Two Marsh brokerage employees and an underwriter at Zurich American Insurance pleaded guilty yesterday in New York Criminal Court to felony charges related to commercial insurance bid rigging.
Court documents revealed that among the evidence compiled against them by the New York Attorney General's Office was an e-mail from a broker asking an underwriter to provide a "fake" quote.
The three who pleaded are the latest persons charged in New York Attorney General Eliot Spitzer's ongoing investigation of the insurance industry and bring to six the number of executives and other staff at Marsh who have admitted to participating in bid-rigging activity.
On Tuesday Todd Murphy, 33, a former senior vice president in the Excess Casualty Division of Marsh's Global Broking Unit, pleaded guilty to a scheme to defraud in the first degree and admitted that he engaged in price fixing with American International Group.
Pleading guilty yesterday to the same charge as Mr.

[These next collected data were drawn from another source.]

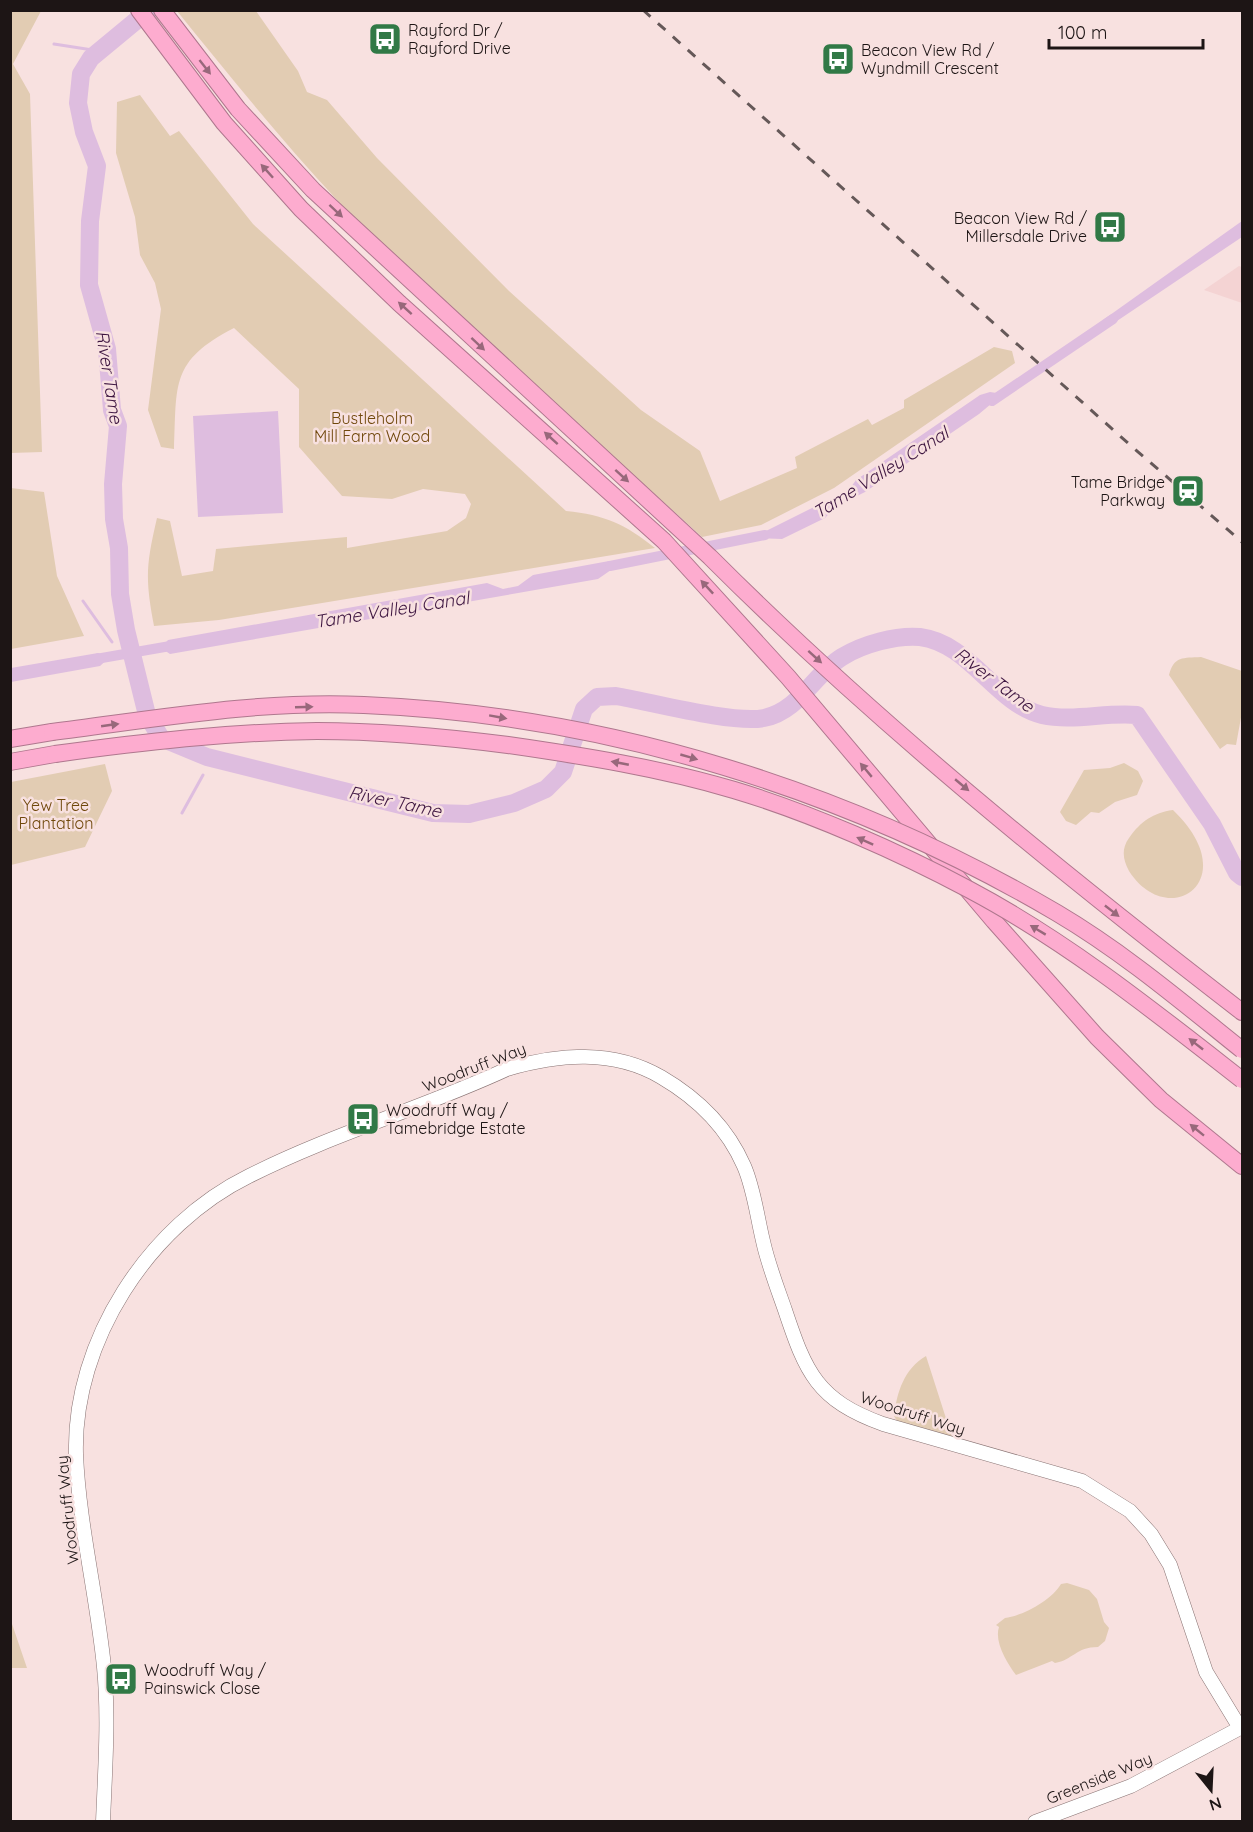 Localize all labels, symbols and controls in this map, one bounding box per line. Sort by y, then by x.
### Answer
scale bar [1049,12,1204,50]
place label: Rayford Dr / Rayford Drive [408,20,511,58]
bus stop icon: Rayford Dr / Rayford Drive [367,21,403,57]
text: 100 m [1058,21,1107,44]
place label: Beacon View Rd / Wyndmill Crescent [861,40,999,78]
bus stop icon: Beacon View Rd / Wyndmill Crescent [820,41,856,77]
one-way arrow [198,59,211,75]
one-way arrow [260,164,274,179]
one-way arrow [328,204,343,218]
place label: Beacon View Rd / Millersdale Drive [954,208,1088,246]
bus stop icon: Beacon View Rd / Millersdale Drive [1092,209,1128,245]
one-way arrow [398,302,413,315]
water label: River Tame [91,329,128,426]
one-way arrow [471,337,486,351]
park label: Bustleholm Mill Farm Wood [314,408,430,446]
water label: Tame Valley Canal [809,421,954,524]
one-way arrow [544,432,559,445]
one-way arrow [614,469,629,483]
place label: Tame Bridge Parkway [1071,472,1165,510]
station icon: Tame Bridge Parkway [1170,473,1206,509]
one-way arrow [701,580,715,594]
water label: Tame Valley Canal [313,586,472,633]
water label: River Tame [950,642,1039,718]
one-way arrow [807,650,822,663]
one-way arrow [294,702,313,711]
one-way arrow [489,713,508,722]
one-way arrow [100,720,119,729]
one-way arrow [680,753,698,762]
one-way arrow [610,758,629,767]
one-way arrow [860,763,873,778]
one-way arrow [954,779,970,792]
water label: River Tame [347,780,444,823]
park label: Yew Tree Plantation [18,795,94,833]
one-way arrow [856,836,874,846]
one-way arrow [1104,904,1119,916]
one-way arrow [1030,925,1046,936]
street label: Woodruff Way [419,1038,529,1096]
one-way arrow [1189,1039,1204,1051]
place label: Woodruff Way / Tamebridge Estate [386,1100,526,1138]
bus stop icon: Woodruff Way / Tamebridge Estate [345,1101,381,1137]
one-way arrow [1189,1123,1205,1136]
street label: Woodruff Way [858,1387,968,1439]
street label: Woodruff Way [51,1455,83,1565]
place label: Woodruff Way / Painswick Close [144,1660,267,1698]
bus stop icon: Woodruff Way / Painswick Close [103,1661,139,1697]
street label: Greenside Way [1043,1748,1155,1808]
north arrow [1181,1760,1241,1820]
text: N [1207,1793,1224,1816]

Murphy was Regina Hatton, 37, a broker in Mr. Murphy's division. Marsh broker Nicole Michaels, 31, pleaded to attempted combination in restraint of trade and competition.
Zurich underwriter James Spiegel also pleaded to a scheme to defraud in the first degree.
According to complaints against the brokers, they arranged to have cooperating insurers submit phony quotes that were priced excessively. According to investigators this was done to ensure that incumbent carriers Marsh was representing would retain a client's business.
The bogus quotes were sometimes referred to as "B Quotes, Protective Quotes or Bs," according to the complaints, or were sometimes referred to as "fake."
In a Sept 26, 2002 e-mail, according to the complaint, Ms. Michaels gave an unnamed Zurich underwriter the figures on incumbent insurance carrier American International Group's quotes for a 25 excess of primary layer of excess casualty insurance and a 50 excess of primary layer.
Her e-mail, it was charged included the direction, "[p]lease over price your indications for 25 or 50 or both if you can. This is a fake quote both of them are fake."
Mr. Spiegel at Zurich was a senior underwriter in his company's Excess Casualty unit. According to the complaint against him, he provided phony quotes for Ms. Hatton.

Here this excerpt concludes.